# WHAT NEEDS TO BE DONE:
Your response should be every line from the entries that includes the string "Road".

# EXERCISE DATA:
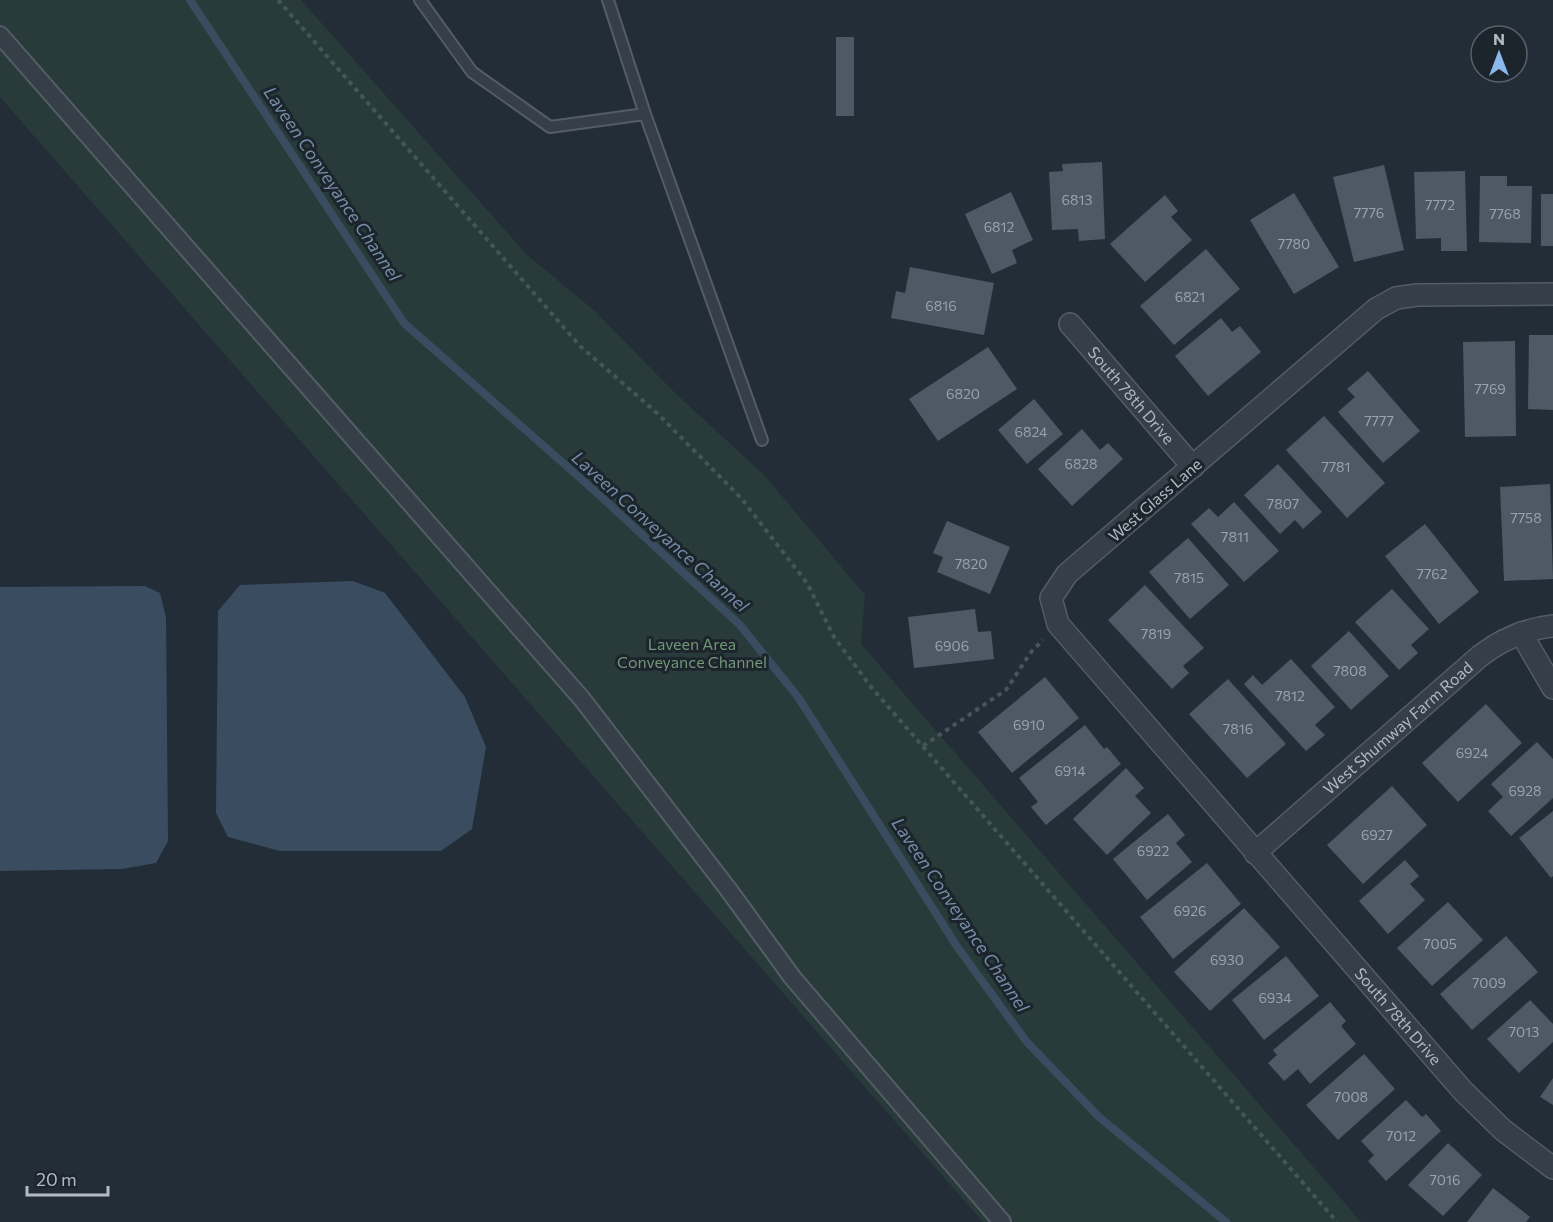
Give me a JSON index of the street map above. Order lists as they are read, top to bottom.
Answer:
{
  "streets": {
    "street": ["South 78th Drive", "West Glass Lane", "West Shumway Farm Road"]
  },
  "crossings": [
    ["South 78th Drive", "West Glass Lane"],
    ["South 78th Drive", "West Shumway Farm Road"]
  ],
  "water": ["Laveen Conveyance Channel"],
  "parks": ["Laveen Area Conveyance Channel"],
  "house_numbers": [
    "6813",
    "7772",
    "7776",
    "7768",
    "6812",
    "7780",
    "6821",
    "6816",
    "7769",
    "6820",
    "7777",
    "6824",
    "6828",
    "7781",
    "7807",
    "7758",
    "7811",
    "7820",
    "7762",
    "7815",
    "7819",
    "6906",
    "7808",
    "7812",
    "6910",
    "7816",
    "6924",
    "6914",
    "6928",
    "6927",
    "6922",
    "6926",
    "7005",
    "6930",
    "7009",
    "6934",
    "7013",
    "7008",
    "7012",
    "7016"
  ],
  "scale_bar": "20 m",
  "north": "top"
}
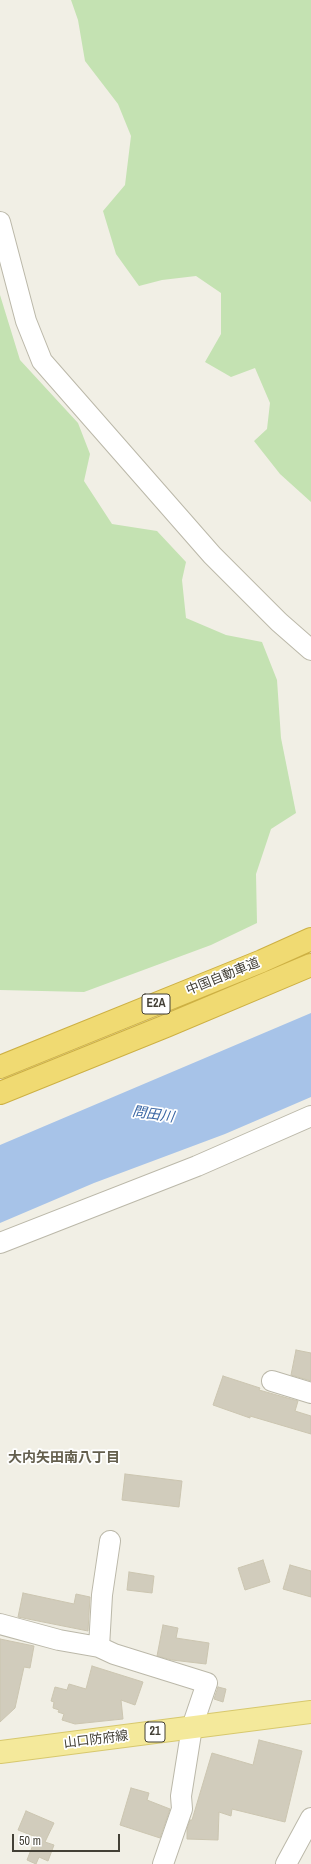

# SOLUTION TO THE EXERCISE:
    "street": ["South 78th Drive", "West Glass Lane", "West Shumway Farm Road"]
    ["South 78th Drive", "West Shumway Farm Road"]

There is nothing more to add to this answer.